エリア傾向。ストーンファング坑道は黒化している

 ……と、これだけを聞くと黒化させるメリットはあまりないように思えるが、エリアが黒化している時にだけ現れるのが、「原生デーモン」。原生デーモンを倒すと「色の無いデモンズソウル」というユニーク武器を強化するための素材がドロップする。一周で入手できる数が10個のみという、非常に貴重なアイテムだったのだ。

 さらに、ソウル傾向には「キャラクターのソウル傾向」というものもある。最白に近寄るほど自身の攻撃力が増加し、黒いほど自身の攻撃力が減少してしまう。また、自身のソウル傾向によってNPCの出現イベントに影響があったりした。

 エリア傾向を白化・黒化させる条件や、キャラクター傾向を白化・黒化させる条件は色々あるものの、基本的に全てのアイテムやNPCイベントを発生させようとすると、ゲームを開始してからまず最白を目指し、2周目で最白から一気に最黒を目指すほうが楽だった。

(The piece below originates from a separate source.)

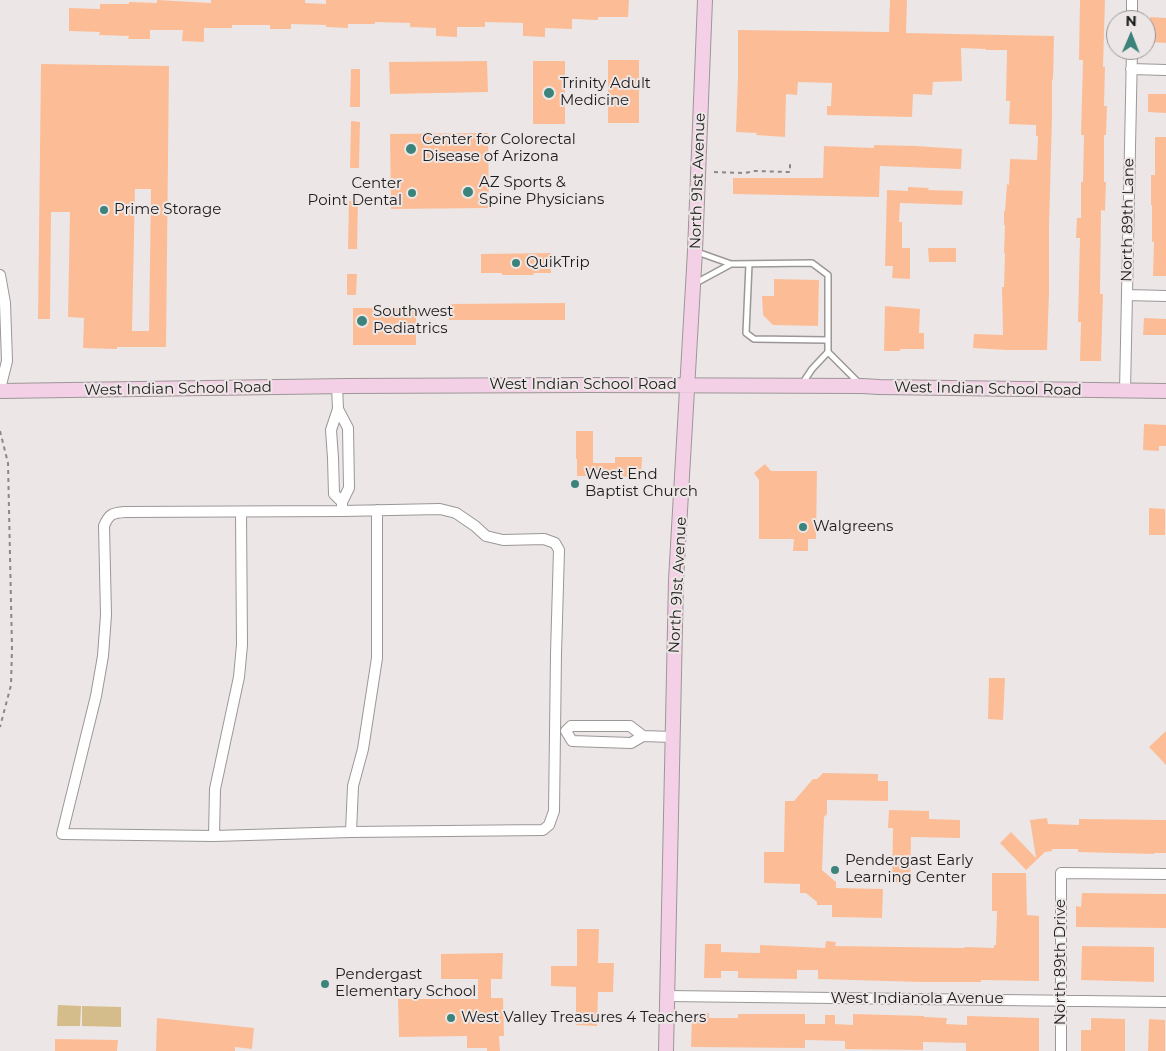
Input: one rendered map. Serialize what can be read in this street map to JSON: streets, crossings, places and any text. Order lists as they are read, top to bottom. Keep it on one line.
{"streets":{"main road":["North 91st Avenue","West Indian School Road"],"street":["North 89th Lane","North 89th Drive","West Indianola Avenue"]},"crossings":[["North 91st Avenue","West Indian School Road"],["North 91st Avenue","West Indianola Avenue"],["North 89th Lane","West Indian School Road"],["North 89th Drive","West Indianola Avenue"]],"places":["Trinity Adult Medicine","Center for Colorectal Disease of Arizona","AZ Sports & Spine Physicians","Center Point Dental","Prime Storage","QuikTrip","Southwest Pediatrics","West End Baptist Church","Walgreens","Pendergast Early Learning Center","Pendergast Elementary School","West Valley Treasures 4 Teachers"],"north":"top"}
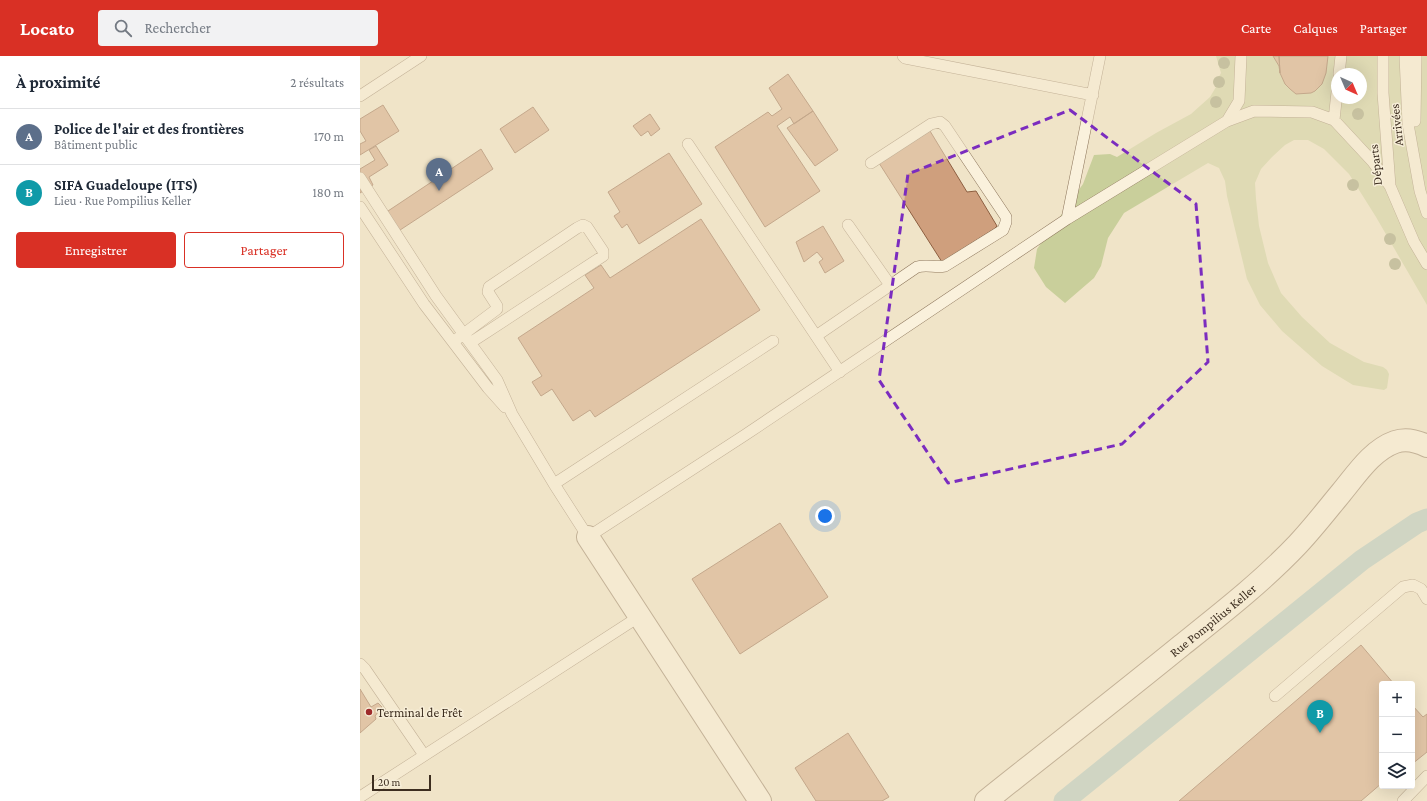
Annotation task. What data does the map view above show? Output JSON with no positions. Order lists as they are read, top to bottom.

ちなみにボスが残っていない等の条件次第では、その周回では最黒から最白にはできないこともある。そういった事情もあって、最白から最黒を目指したほうが良いのだ。

 このエリア傾向はオンライン要素もあったが、PS5版では削除されている。自身のプレイとは関係のないところでソウル傾向が左右されてしまうので、細かい調整をしようと思うとPS3版では半ば強制的にオフラインプレイをしなければならなかった。

 最白時はソロでも充分プレイできるのだが、最黒時には協力者を呼んでの協力プレイが多かった筆者にとっては、エリア傾向がオンライン要素で変わってしまうのは少々面倒だったのは確かだ。だが、運要素もあって「白寄りにするために対人戦で勝とう」など、対人戦が苦手な筆者でもチャレンジしてみる気持ちにもさせてくれた(やっぱり苦手なのだが)。

 ちなみにPS3版は、2018年2月28日にオンラインサービスが終了。よってすでに協力プレイや対人戦、メッセージ機能、サーバーのエリア傾向など、様々なオンライン要素がなくなり、オフラインでしか遊べなくなっている。代わりにPS5版でのリメイクが発売されたとはいえ、オフラインしかないのは少々残念な気持ちになってしまう。とは言え、9年間もオンラインサービスを続けていただき、ありがとうございました。

マルチプレイはとてもとても楽しかったです、ありがとうございました

ソウル傾向さえ理解すれば、フラグ管理は比較的楽なシリーズ

 本稿の読者の中には「エルデンリング」はプレイしたけれど、「デモンズソウル」はまだ、という人もいるのではないかと思っている。

 上記の通り、オンラインサービスは既に終了してしまったが(PS5版はもちろんオンライン可能だ)、「デモンズソウル」は初期のソウルシリーズとあって、NPCのフラグ管理は比較的楽にできている。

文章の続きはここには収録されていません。